Lines from the material below that hold the string "canvas" are what is needed; copy each of them.

■ **Data listing**
=======

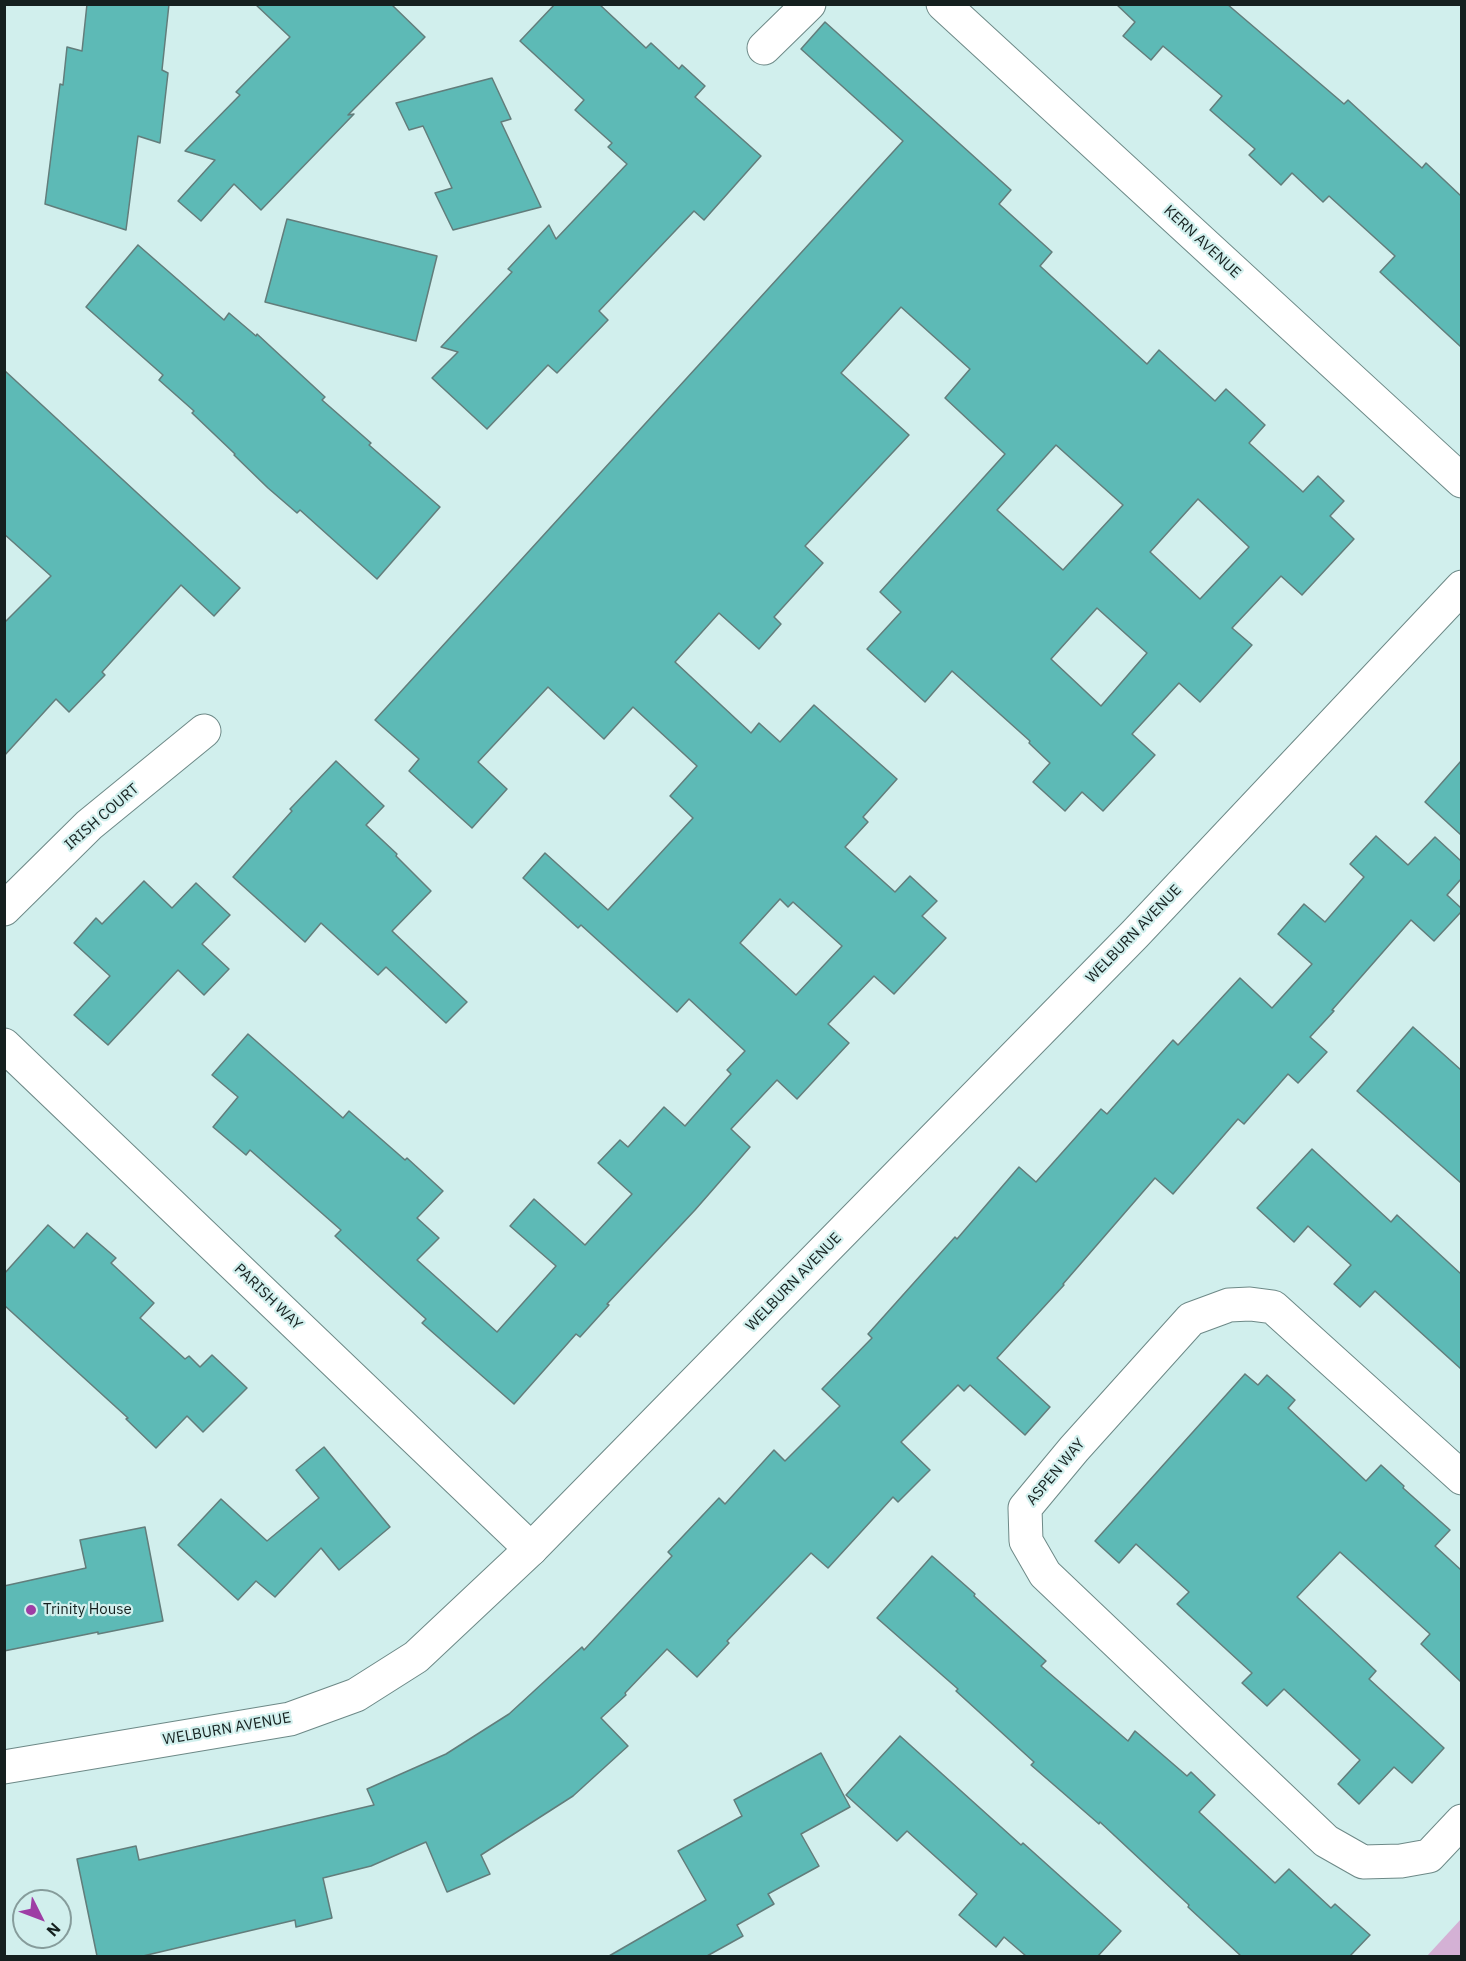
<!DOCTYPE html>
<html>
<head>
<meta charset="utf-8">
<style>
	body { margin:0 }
	#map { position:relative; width:1466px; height:1961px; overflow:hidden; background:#d1efed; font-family:"IBM Plex Sans",sans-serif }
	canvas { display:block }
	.frame { position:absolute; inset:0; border:6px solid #15201f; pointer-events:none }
	.north { position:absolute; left:12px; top:1889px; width:60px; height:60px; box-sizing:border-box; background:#d1efed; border:2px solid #869c9b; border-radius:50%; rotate:132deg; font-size:16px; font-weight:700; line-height:24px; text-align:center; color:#15201f }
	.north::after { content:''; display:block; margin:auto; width:21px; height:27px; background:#9e3da5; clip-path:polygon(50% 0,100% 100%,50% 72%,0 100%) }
</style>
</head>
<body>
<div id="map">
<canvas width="1466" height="1961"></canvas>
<div class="frame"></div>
<div class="north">N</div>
</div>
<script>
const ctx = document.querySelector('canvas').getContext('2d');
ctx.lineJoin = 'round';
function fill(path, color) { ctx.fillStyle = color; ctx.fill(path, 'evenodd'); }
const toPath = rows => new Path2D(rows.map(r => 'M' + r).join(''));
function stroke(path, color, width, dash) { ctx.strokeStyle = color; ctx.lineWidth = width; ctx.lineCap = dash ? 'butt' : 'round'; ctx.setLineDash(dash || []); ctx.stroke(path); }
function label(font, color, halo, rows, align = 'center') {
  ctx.font = font + ' "IBM Plex Sans",sans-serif'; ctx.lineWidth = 4.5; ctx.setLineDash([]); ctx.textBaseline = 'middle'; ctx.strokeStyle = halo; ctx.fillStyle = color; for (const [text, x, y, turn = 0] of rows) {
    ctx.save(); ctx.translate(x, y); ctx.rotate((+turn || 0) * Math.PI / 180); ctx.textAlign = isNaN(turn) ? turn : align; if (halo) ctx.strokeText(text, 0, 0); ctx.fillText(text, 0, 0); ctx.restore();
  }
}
const green = toPath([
	[1461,1919,1461,1956,1427,1956]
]);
const building = toPath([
	[87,4,169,4,162,70,168,73,160,143,138,136,126,230,45,204,60,84,63,85,67,47,82,51,87,4],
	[255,4,391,4,425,37,348,115,354,114,261,210,234,184,201,221,178,201,215,160,185,151,240,95,236,92,290,37,255,4],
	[555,4,599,4,646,48,651,43,679,69,682,65,705,86,695,97,761,156,704,220,694,211,599,311,608,320,557,373,548,365,487,429,432,378,458,352,441,347,512,272,508,269,549,225,556,239,627,164,608,147,612,143,575,110,584,100,520,41,555,4],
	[1116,4,1227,4,1344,104,1348,100,1422,168,1426,163,1461,196,1461,347,1380,272,1395,256,1329,196,1323,202,1292,173,1281,185,1249,155,1255,149,1210,110,1222,96,1163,46,1151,60,1123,36,1135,22,1116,4],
	[825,22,1011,190,999,204,1052,252,1040,266,1147,364,1159,350,1215,401,1226,389,1265,425,1249,443,1303,492,1318,476,1344,501,1330,516,1354,539,1302,595,1281,576,1232,628,1252,645,1200,702,1179,683,1132,734,1155,755,1103,811,1082,792,1065,811,1033,782,1050,763,1029,743,1030,741,952,671,925,702,867,649,901,612,880,592,1005,454,945,398,970,369,901,307,841,373,909,435,805,546,823,563,774,617,781,624,759,649,719,613,675,662,751,733,759,723,780,742,814,705,897,779,863,817,868,822,845,847,895,892,910,876,937,901,922,916,946,938,894,994,874,976,828,1024,849,1043,797,1099,777,1080,731,1129,750,1147,695,1210,607,1304,609,1305,580,1337,576,1334,514,1404,422,1323,426,1319,335,1236,341,1230,250,1150,246,1155,213,1127,238,1097,212,1075,248,1034,343,1118,349,1111,405,1160,407,1158,443,1191,417,1218,439,1238,417,1260,497,1332,556,1266,510,1226,534,1199,585,1245,632,1194,598,1163,620,1140,628,1147,664,1107,685,1126,731,1074,727,1070,745,1051,689,999,677,1012,581,925,578,928,523,878,545,853,608,910,693,818,670,796,697,766,633,707,604,739,548,687,478,762,507,789,472,828,409,771,419,759,375,720,903,141,801,49,825,22],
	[1056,445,1123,505,1063,570,997,510,1056,445],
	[1198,499,1249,547,1200,599,1150,552,1198,499],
	[1097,608,1147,653,1101,706,1051,659,1097,608],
	[780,899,788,907,793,902,842,946,796,995,740,943,780,899],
	[492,78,511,119,501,122,541,207,453,230,435,193,452,188,423,126,409,130,396,103,492,78],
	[287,219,437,256,416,341,265,302,287,219],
	[138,245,224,320,229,313,256,336,257,334,325,397,322,400,371,443,369,445,440,507,377,579,300,510,297,513,268,488,234,455,235,454,192,413,194,411,159,380,163,375,86,307,138,245],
	[4,370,240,588,214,616,181,585,102,672,105,675,69,712,56,699,4,756,4,623,51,576,4,534,4,370],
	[336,761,384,806,366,825,397,854,396,856,431,891,392,931,467,1002,446,1023,386,967,378,975,321,923,305,942,233,877,292,811,290,809,336,761],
	[1461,761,1461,835,1425,802,1461,761],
	[1376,836,1408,865,1435,837,1461,861,1461,879,1447,895,1461,908,1461,912,1434,941,1411,920,1332,1010,1334,1011,1310,1037,1327,1052,1298,1083,1288,1074,1244,1124,1238,1119,1173,1194,1155,1178,1063,1284,1064,1285,997,1358,1050,1407,1025,1435,970,1385,964,1391,958,1385,901,1442,930,1470,898,1502,893,1497,828,1568,811,1553,727,1641,729,1643,697,1677,667,1649,625,1693,626,1695,601,1718,628,1746,573,1796,481,1855,490,1874,447,1892,426,1842,371,1866,323,1878,332,1918,296,1927,295,1920,143,1956,97,1956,77,1859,136,1846,139,1860,374,1805,367,1789,446,1754,509,1714,582,1647,584,1650,672,1556,668,1552,719,1498,725,1504,774,1450,785,1461,840,1406,822,1389,872,1338,868,1334,955,1237,957,1239,1019,1167,1036,1182,1101,1109,1107,1114,1173,1040,1178,1045,1240,978,1272,1008,1312,964,1278,934,1304,904,1325,922,1364,877,1350,864,1376,836],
	[144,881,172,908,196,883,230,915,202,944,229,969,204,995,178,970,108,1045,74,1015,110,976,74,943,96,918,102,924,144,881],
	[1413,1027,1461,1070,1461,1183,1357,1091,1413,1027],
	[1312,1149,1391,1222,1397,1215,1461,1274,1461,1369,1375,1291,1360,1307,1334,1284,1351,1265,1308,1226,1294,1242,1257,1208,1312,1149],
	[48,1225,74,1248,87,1233,116,1258,111,1263,154,1303,140,1318,185,1359,189,1356,200,1367,212,1355,247,1388,203,1432,187,1416,156,1448,126,1419,128,1418,4,1305,4,1274,48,1225],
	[1245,1374,1258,1385,1267,1375,1295,1400,1288,1408,1366,1481,1381,1465,1404,1486,1403,1488,1450,1530,1435,1546,1461,1570,1461,1682,1421,1644,1430,1634,1340,1552,1297,1597,1376,1671,1369,1679,1444,1748,1412,1783,1394,1767,1359,1804,1338,1784,1360,1760,1284,1689,1267,1706,1242,1683,1252,1673,1177,1604,1189,1592,1136,1544,1119,1563,1095,1541,1245,1374],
	[324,1447,390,1527,339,1570,321,1548,275,1597,256,1581,238,1600,178,1545,221,1499,267,1541,319,1498,296,1470,324,1447],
	[145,1527,163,1621,98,1634,98,1632,4,1651,4,1586,86,1568,80,1540,145,1527],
	[932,1556,975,1594,974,1596,1046,1661,1041,1666,1128,1741,1135,1731,1187,1776,1191,1772,1215,1795,1199,1812,1275,1883,1289,1869,1331,1908,1335,1904,1370,1935,1350,1956,1241,1956,1188,1907,1189,1905,1100,1822,1099,1824,1031,1765,1034,1762,956,1691,958,1689,877,1618,932,1556],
	[900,1736,1021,1845,1023,1843,1121,1931,1098,1956,1026,1956,1004,1937,996,1947,959,1915,977,1894,907,1831,897,1841,846,1795,900,1736],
	[821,1753,850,1807,801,1834,819,1866,768,1894,774,1904,737,1925,743,1936,707,1956,609,1956,706,1900,678,1851,742,1816,734,1800,821,1753]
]);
const minor = toPath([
	[943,4,1462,481],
	[764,48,809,4],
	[4,909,89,825,204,731],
	[4,1045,531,1549],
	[1462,1478,1273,1307,1250,1304,1229,1305,1191,1319,1074,1449,1025,1508,1026,1541,1045,1574,1326,1841,1363,1862,1401,1861,1429,1856,1462,1821]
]);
const major = toPath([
	[4,1767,290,1719,356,1695,416,1657,531,1549,1135,934,1462,587]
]);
const markers = [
	[31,1610,6,"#9e3da5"]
];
const streetNames = [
	["KERN AVENUE",1202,242,43],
	["IRISH COURT",102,817,-41],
	["WELBURN AVENUE",1134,934,-46],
	["WELBURN AVENUE",794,1282,-46],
	["PARISH WAY",268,1297,44],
	["ASPEN WAY",1056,1472,-50],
	["WELBURN AVENUE",227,1729,-10]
];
const poiNames = [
	["Trinity House",43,1610]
];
fill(green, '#d4b1d5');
fill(building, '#5dbab6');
stroke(building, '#627d7b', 1.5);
stroke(minor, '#6d8987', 35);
stroke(major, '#6d8987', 35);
stroke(minor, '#fff', 33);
stroke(major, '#fff', 33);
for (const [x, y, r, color] of markers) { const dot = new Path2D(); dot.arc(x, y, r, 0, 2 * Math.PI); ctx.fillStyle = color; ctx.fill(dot); stroke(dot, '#d1efed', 2); }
label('15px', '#15201f', '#d1efed', streetNames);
label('15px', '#15201f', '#d1efed', poiNames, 'left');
</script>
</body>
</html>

=======

■ **Finished exercise**
	canvas { display:block }
<canvas width="1466" height="1961"></canvas>
const ctx = document.querySelector('canvas').getContext('2d');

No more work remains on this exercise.